Is a motherhood slowdown good for us?
My day job is in creative marketing. So all day long we're helping businesses find the "silver linings" and "pivots"." But if there is one thing that the past 6 months have proven is that parents–especially moms–are re-establishing their relationships with their kids and with parenting itself.
Going to be super honest. Never in my entire existence pre-COVID did I want to stay at home with my kids. Not because there is anything wrong with it, or because I don't SUPER respect the moms who do, it just isn't in me. I'm restless, I like the challenges of teamwork with coworkers and making things and presenting to people and while I adore my kids and could eat their faces I love them so much, it just didn't ever feel natural to me to NOT go back to work after they were born.
Ask Melanie what I did the morning I was in labor with Bob if you don't believe me.
But what has been so striking throughout this societal upheaval we're living in is how my mom friends, and my pregnant friends are coping.
Some of us are finally setting boundaries with work.
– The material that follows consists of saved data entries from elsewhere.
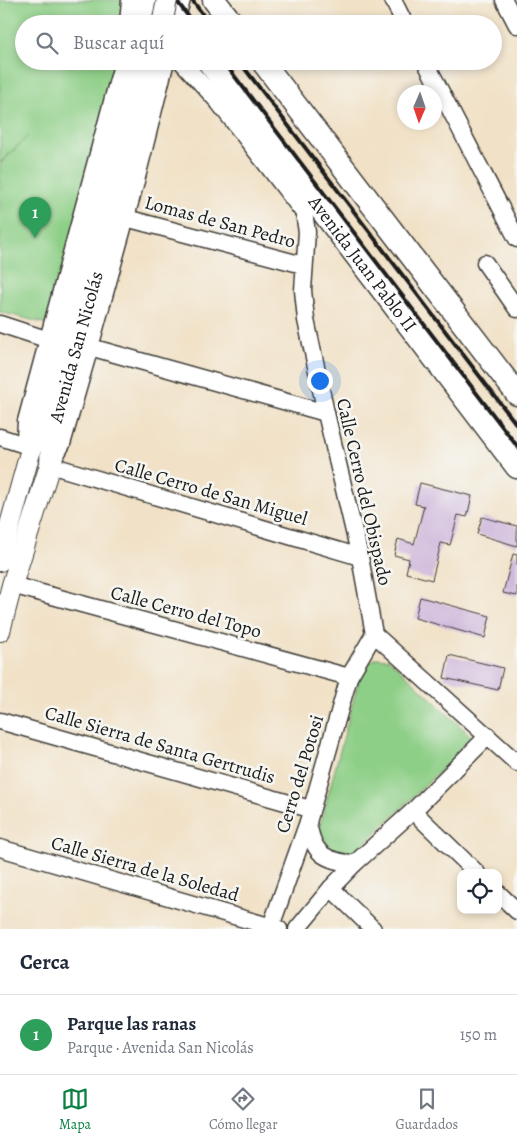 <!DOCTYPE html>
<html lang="es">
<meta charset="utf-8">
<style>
body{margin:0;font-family:Alegreya,serif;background:#f2f2f3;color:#1f2937}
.controls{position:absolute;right:15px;bottom:15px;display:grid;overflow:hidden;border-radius:10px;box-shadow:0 2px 8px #0003}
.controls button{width:45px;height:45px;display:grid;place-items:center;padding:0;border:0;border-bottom:1px solid #e0e1e3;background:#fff;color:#1f2937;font:25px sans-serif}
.compass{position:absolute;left:397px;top:85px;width:45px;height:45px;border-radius:50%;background:#fff;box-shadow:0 2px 8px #0003;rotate:182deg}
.you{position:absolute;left:319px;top:380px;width:18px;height:18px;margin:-12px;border:4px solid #fff;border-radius:50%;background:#1a73e8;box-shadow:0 0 0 8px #1a73e833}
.badge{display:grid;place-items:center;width:32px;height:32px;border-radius:50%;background:#0b8043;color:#fff;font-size:16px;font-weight:700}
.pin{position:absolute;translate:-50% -41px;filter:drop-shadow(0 1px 2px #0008)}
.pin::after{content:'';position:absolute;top:26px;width:18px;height:15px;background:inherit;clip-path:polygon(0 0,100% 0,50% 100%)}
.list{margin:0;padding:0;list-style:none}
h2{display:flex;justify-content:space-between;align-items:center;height:65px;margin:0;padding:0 20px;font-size:21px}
h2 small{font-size:16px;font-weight:400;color:#747a83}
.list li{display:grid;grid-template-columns:32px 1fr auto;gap:15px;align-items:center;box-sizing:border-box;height:80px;padding:0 20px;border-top:1px solid #e0e1e3}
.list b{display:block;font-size:19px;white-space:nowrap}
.list p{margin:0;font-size:16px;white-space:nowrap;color:#747a83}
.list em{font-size:16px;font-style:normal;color:#747a83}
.icon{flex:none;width:28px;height:28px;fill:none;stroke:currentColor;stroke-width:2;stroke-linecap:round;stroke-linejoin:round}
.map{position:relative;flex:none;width:517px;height:929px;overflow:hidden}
.search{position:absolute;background:#fff;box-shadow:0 2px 8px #0003;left:15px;right:15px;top:15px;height:55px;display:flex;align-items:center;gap:12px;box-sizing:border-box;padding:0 18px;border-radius:28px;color:#747a83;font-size:19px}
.sheet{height:145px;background:#fff}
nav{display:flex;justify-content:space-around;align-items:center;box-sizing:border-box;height:70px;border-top:1px solid #e0e1e3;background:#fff;font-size:14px;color:#747a83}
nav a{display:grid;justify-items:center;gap:2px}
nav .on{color:#0b8043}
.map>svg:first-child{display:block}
</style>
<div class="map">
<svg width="517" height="929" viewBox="0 0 517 929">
<rect width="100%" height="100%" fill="#f6f6f2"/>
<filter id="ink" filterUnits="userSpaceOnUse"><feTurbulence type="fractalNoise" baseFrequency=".02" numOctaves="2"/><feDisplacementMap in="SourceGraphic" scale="10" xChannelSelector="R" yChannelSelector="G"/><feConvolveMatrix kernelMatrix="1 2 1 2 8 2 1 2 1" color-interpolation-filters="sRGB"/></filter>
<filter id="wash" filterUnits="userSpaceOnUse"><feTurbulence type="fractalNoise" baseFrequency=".0096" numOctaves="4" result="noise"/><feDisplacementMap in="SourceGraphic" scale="20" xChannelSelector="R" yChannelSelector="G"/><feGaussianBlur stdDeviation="1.12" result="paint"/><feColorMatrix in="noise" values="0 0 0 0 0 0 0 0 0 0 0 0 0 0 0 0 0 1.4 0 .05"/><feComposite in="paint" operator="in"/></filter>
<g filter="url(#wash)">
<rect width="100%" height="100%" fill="#f1e1c6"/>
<!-- green -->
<g fill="#8ecf87" stroke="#557652">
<path d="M0,0H130L134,24H24V61H121L47,324L0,312V164L28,136L0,163Z"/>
<path d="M377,658L389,659L474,739L350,857C333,853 325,844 319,829L361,672L368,663Z"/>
</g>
<g id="blocks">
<!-- building -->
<g fill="#cab0d9">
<path d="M420,483L472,496L467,517L458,515L450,545L441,543L432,580L406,573L409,559L394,555L398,539L414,544L424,506L415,504Z"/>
<path d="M482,517L517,526V546L477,534Z"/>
<path d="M513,554L517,555V596L503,593Z"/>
<path d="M420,597L490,616L485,638L415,618Z"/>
<path d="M449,655L503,668L498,690L444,678Z"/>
</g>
</g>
</g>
<g filter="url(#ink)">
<use href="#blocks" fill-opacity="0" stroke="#3c3a36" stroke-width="1"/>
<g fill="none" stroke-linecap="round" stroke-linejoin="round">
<!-- minor casing -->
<g stroke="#3c3a36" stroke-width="19">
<g id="minor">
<path d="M393,0L405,24"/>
<path d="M504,0L517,25"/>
<path d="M175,24L182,0"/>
<path d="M166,61L136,181L90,347L62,444L50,465L360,557"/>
<path d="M181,61L219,103L304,213L307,232L303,290L306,320L326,413L360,557L374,634L517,763"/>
<path d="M425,61L517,239"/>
<path d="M126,218L303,265"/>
<path d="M485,263L517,309"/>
<path d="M0,324L49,340"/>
<path d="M90,347L326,413"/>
<path d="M0,437L31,447"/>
<path d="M31,447L25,439L26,421L123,61"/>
<path d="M12,585L349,677"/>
<path d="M0,721L310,809"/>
<path d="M413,811L477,873"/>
<path d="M308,822C313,853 322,860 354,864"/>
<path d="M0,848L279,929"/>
<path d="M331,888L373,929"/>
<path d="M498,893L517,911"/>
<path d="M270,929L308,822L349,677L374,634"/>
<path d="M297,929L331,888L354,864L413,811L488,736"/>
</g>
</g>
<!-- tertiary casing -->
<g stroke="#3c3a36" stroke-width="22">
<g id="tertiary">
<path d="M145,24L151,0"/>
<path d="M0,561L108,171L136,61"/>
<path id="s1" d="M0,631L12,585L50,465L51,438L138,125L153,61"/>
</g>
</g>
<!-- secondary casing -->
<g stroke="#3c3a36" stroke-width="25">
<g id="secondary">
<path d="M159,0L179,24"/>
<path d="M214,0L233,24"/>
<path d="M131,24L133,0"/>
<path id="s2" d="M208,61L517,467"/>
<path d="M262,61L517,394"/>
</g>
</g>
<!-- minor -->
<use href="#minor" stroke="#fff" stroke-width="16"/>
<!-- tertiary -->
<use href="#tertiary" stroke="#fff" stroke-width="20"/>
<!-- secondary -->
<use href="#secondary" stroke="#fff" stroke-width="22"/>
<!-- rail -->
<g stroke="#1c1c1c" stroke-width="4">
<path d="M176,0L194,24"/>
<path d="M192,0L210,24"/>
<path d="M223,61L517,446"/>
<path d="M239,61L517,425"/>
</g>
<!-- tertiary-bridge casing -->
<g stroke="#3c3a36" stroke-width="22" stroke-linecap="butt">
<path id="tertiary-bridge" d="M162,24L167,0"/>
</g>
<!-- tertiary-bridge -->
<use href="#tertiary-bridge" stroke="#fff" stroke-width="20"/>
</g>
</g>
<g text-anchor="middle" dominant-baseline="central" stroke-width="5" stroke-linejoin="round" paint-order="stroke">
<!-- street labels -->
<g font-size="19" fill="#1c1c1c" stroke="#f6f6f2">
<text transform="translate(220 222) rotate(15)">Lomas de San Pedro</text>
<text stroke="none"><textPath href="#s2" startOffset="255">Avenida Juan Pablo II</textPath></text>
<text stroke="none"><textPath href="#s1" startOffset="295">Avenida San Nicolás</textPath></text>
<text transform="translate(211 492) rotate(16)">Calle Cerro de San Miguel</text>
<text transform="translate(364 492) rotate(77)">Calle Cerro del Obispado</text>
<text transform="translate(186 612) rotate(15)">Calle Cerro del Topo</text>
<text transform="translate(160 745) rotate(16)">Calle Sierra de Santa Gertrudis</text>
<text transform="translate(300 774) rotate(-73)">Cerro del Potosi</text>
<text transform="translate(145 869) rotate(16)">Calle Sierra de la Soledad</text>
</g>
</g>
</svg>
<div class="controls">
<button><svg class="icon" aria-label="locate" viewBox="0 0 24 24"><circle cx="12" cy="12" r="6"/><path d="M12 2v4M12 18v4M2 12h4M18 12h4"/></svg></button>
</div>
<svg class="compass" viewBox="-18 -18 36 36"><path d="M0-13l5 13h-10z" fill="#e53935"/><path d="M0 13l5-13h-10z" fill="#747a83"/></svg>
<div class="you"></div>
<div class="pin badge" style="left:35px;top:238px;background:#2e9e5b">1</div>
<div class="search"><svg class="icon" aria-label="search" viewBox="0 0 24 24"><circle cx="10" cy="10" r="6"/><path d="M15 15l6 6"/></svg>Buscar aquí</div>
</div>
<section class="sheet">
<h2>Cerca<small></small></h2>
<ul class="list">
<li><span class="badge" style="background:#2e9e5b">1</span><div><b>Parque las ranas</b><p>Parque · Avenida San Nicolás</p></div><em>150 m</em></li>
</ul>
</section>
<nav>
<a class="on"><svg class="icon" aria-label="map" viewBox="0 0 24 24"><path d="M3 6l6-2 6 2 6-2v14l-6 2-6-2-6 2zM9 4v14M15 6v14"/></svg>Mapa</a>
<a><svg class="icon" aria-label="directions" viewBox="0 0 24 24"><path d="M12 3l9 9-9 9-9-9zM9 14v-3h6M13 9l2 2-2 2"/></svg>Cómo llegar</a>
<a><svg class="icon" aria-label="saved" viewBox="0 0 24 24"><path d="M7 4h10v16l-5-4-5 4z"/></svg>Guardados</a>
</nav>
Taking lunch breaks and hanging out with our kids, maybe even putting them down for a nap.
On a Tuesday evening walk–-probably around 5pm when I'm usually scrambling to wrap up a workday.
Bitch as we may, some of us are watching for the first time what our kids look like when they're concentrating on math or reading or even lining up their trucks (hi Christopher).
My pregnant friends are powering through, but taking advantage of WFH to take midday naps I know I was DYING for when I was pregnant both times. Unfortunately mid-day naps aren't a thing at most offices.
And then I read this fascinating article in the Times about how in some areas, NICU and premature births have been down. Now to be clear, this is NOWHERE NEAR enough data or study to call it any kind of a win. But it is interesting to see how potentially, the fast-paced, go go go of our lives even prenatally, takes a toll. On us, on our kids, and even potentially on our unborn babies.
When I was pregnant with Christopher, we lived in NYC. And 4 weeks before he was due, my doctor said do not think of leaving the city, do not walk to work, this baby wants out and we need him to stay in. Maybe start canceling some meetings. IT DIDN'T EVEN CROSS MY MIND. And not because I didn't want to protect him, or didn't care. But I didn't think I had a choice. And he was born a week after that appointment. Just past the cutoff between premature and to term.
Taken between meetings
Needless to say there are hundreds of thousands of variables here. Needless to say, not everyone–and actually most people–don't have the luxury of "chilling out" when it comes to work or raising their other kids. Most people thanks to our archaic laws, don't even have maternity leave to speak of. Needless to say, I am VERY lucky to have had healthy pregnancies and births and maternity leaves both times.
But as what might be a coping mechanism, this study validates for me something I've felt throughout 2020 ( besides wow what a shitshow).
I've realized how valuable my time with my kids is. I've realized how valuable I am, as their mother and as a person, and how I should charge people (with interest!) for my time and energy.
And while I think I'll always have my "work thing" and other moms with have their things, maybe a silver lining has been this time at home. Maybe it's good our employers and our government see how pregnant women NEED to rest, even when they say they're fine. To see how moms ARE juggling both, because what's the alternative?! And if I say I need to hop off an interminable call to put a baby down or feed a toddler, sorry, but I'm doing it.
And maybe, there is a silver lining in seeing that not only we can "slow down" and reimagine how our lives work, but we must.